Eric Biggers writes:
> If (more likely) you're talking about things like "use this NEON implementation
> on Cortex-A7 but this other NEON implementation on Cortex-A53", it's up the
> developers and community to test different CPUs and make appropriate decisions,
> and yes it can be very useful to have external benchmarks like SUPERCOP to refer
> to, and I appreciate your work in that area.

You seem to be talking about a process that selects (e.g.) ChaCha20
implementations as follows: manually inspect benchmarks of various
implementations on various CPUs, manually write code to map CPUs to
implementations, manually update the code as necessary for new CPUs, and
of course manually do the same for every other primitive that can see
differences between microarchitectures (which isn't something weird---
it's the normal situation after enough optimization effort).

This is quite a bit of manual work, so the kernel often doesn't do it,
so we end up with unhappy people talking about performance regressions.

For comparison, imagine one simple central piece of code in the kernel
to automatically do the following:

   When a CPU core is booted:
     For each primitive:
       Benchmark all implementations of the primitive on the core.
       Select the fastest for subsequent use on the core.

If this is a general-purpose mechanism (as in SUPERCOP, NaCl, and
libpqcrypto) rather than something ad-hoc (as in raid6), then there's no
manual work per primitive, and no work per implementation. Each CPU, old
or new, automatically obtains the fastest available code for that CPU.

The only cost is a moment of benchmarking at boot time. _If_ this is a
noticeable cost then there are many ways to speed it up: for example,
automatically copy the results across identical cores, automatically
copy the results across boots if the cores are unchanged, automatically
copy results from a central database indexed by CPU identifiers, etc.
The SUPERCOP database is evolving towards enabling this type of sharing.

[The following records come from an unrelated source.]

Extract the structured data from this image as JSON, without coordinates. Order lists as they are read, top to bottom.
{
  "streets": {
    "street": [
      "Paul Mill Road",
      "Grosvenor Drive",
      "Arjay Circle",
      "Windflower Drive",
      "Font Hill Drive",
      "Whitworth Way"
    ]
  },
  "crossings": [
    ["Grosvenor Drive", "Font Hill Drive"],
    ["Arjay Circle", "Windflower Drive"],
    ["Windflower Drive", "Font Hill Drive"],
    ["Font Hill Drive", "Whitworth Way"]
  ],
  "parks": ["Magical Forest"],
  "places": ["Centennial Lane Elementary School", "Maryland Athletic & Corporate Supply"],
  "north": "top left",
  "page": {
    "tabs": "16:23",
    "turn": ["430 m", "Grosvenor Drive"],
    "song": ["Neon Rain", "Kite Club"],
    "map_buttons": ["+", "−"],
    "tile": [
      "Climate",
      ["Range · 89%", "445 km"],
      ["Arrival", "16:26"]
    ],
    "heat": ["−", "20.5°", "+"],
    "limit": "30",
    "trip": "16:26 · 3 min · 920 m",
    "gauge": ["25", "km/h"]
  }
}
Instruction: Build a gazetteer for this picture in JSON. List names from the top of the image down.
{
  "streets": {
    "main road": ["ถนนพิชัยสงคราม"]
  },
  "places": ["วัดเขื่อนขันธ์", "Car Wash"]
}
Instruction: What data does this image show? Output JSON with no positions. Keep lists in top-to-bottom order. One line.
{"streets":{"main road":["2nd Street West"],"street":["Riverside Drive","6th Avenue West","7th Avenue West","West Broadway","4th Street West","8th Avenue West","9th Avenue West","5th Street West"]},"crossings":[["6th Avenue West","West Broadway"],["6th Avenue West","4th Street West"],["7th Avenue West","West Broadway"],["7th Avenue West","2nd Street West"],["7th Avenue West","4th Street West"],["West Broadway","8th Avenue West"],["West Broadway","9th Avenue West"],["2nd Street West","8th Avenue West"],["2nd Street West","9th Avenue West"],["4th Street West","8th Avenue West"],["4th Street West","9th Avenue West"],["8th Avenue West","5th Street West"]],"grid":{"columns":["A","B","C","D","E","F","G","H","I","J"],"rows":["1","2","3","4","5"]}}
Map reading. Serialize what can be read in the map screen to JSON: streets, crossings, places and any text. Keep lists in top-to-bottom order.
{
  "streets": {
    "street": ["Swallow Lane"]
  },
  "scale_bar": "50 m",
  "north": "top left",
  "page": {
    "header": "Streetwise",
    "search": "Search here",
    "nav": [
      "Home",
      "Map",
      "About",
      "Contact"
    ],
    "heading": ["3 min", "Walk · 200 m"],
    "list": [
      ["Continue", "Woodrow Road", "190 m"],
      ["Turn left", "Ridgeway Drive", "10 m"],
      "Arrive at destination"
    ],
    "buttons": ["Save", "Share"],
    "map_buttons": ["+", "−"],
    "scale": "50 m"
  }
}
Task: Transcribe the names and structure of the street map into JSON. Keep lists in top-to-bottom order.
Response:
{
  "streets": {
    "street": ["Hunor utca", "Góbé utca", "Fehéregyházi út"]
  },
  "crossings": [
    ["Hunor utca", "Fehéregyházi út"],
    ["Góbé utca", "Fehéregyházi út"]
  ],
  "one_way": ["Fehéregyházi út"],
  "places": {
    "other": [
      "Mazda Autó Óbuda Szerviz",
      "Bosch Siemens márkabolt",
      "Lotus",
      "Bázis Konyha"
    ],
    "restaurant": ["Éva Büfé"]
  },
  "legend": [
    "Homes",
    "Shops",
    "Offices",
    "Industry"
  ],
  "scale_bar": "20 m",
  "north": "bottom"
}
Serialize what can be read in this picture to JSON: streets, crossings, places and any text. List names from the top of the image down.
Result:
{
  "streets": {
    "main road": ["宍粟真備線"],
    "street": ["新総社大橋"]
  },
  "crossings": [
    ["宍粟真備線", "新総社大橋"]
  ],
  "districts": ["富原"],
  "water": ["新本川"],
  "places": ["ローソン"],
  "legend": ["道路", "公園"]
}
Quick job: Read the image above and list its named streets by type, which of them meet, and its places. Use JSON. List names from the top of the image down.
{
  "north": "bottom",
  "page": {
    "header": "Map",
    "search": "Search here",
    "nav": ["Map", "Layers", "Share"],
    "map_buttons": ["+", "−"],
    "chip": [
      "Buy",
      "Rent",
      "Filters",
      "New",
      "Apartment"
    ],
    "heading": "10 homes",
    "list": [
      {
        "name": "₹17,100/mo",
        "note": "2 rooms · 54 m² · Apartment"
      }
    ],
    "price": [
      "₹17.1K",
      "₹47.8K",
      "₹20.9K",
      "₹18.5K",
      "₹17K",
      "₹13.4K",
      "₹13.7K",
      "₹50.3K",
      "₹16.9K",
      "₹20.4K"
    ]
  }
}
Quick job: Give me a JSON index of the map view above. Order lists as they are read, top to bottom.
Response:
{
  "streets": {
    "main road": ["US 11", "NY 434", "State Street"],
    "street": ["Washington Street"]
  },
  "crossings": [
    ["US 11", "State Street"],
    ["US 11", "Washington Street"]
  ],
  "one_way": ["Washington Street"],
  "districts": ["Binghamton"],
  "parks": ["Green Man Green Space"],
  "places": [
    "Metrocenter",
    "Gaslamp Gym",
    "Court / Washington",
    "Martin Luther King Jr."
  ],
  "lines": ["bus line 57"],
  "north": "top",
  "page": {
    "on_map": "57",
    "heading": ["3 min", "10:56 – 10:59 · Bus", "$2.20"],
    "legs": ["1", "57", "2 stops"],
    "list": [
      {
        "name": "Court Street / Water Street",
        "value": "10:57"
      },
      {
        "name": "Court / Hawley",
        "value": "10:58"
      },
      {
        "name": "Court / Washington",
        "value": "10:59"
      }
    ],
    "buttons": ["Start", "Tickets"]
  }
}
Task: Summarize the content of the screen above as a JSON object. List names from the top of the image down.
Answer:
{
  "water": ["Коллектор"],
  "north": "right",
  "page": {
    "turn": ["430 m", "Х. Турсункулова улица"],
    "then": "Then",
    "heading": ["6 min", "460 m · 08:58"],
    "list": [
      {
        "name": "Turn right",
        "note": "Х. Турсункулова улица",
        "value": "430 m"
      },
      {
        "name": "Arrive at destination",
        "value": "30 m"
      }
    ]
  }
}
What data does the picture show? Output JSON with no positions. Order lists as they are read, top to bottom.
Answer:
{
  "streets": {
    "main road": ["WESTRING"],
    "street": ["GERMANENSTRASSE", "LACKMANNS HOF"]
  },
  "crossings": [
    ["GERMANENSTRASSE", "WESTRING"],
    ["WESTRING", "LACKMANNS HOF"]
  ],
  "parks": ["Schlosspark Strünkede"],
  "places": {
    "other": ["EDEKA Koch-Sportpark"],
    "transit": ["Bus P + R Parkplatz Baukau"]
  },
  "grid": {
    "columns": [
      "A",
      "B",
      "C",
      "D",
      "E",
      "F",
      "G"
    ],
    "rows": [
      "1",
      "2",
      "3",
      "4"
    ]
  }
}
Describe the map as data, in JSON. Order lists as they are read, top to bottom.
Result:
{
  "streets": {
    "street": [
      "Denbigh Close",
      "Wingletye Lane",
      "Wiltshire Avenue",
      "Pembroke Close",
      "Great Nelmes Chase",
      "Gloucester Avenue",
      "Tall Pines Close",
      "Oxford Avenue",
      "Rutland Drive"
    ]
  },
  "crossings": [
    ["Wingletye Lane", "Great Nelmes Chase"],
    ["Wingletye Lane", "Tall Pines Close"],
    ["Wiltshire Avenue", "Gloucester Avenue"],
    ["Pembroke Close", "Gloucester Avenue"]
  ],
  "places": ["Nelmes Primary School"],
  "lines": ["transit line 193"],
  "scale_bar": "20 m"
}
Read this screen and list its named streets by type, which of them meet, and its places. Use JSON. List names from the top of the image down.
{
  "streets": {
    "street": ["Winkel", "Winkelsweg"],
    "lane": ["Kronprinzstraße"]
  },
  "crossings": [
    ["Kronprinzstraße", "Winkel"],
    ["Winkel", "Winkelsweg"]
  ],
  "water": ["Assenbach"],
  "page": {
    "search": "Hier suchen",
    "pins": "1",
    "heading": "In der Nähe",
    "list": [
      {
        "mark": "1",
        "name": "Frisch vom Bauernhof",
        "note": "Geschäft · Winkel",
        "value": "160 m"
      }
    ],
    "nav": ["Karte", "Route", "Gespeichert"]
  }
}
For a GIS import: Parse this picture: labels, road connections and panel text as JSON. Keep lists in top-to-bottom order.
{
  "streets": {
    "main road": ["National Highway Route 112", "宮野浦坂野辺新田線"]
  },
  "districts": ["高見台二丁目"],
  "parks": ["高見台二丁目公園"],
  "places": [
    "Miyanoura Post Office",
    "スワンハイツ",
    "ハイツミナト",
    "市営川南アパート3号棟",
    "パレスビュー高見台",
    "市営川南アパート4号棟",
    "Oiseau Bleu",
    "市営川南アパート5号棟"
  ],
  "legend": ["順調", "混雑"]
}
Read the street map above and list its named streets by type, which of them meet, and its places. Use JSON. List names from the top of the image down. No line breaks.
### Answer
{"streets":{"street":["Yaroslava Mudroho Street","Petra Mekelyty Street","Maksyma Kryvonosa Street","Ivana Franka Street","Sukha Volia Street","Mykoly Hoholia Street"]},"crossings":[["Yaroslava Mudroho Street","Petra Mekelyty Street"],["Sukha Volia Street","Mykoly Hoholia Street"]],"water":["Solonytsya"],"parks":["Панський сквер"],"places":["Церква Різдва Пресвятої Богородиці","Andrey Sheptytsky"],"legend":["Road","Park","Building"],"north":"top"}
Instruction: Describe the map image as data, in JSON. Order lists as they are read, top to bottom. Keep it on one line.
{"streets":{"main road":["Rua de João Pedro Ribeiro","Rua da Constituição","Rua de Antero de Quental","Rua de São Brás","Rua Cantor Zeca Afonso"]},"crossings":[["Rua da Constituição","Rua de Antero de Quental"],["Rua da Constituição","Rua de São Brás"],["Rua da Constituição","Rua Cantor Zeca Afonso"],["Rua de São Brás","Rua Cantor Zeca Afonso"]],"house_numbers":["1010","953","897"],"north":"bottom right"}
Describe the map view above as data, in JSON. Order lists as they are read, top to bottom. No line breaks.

> A lot of code can be shared, but in practice different environments have
> different constraints, and kernel programming in particular has some distinct
> differences from userspace programming.  For example, you cannot just use the
> FPU (including SSE, AVX, NEON, etc.) registers whenever you want to, since on
> most architectures they can't be used in some contexts such as hardirq context,
> and even when they *can* be used you have to run special code before and after
> which does things like saving all the FPU registers to the task_struct,
> disabling preemption, and/or enabling the FPU.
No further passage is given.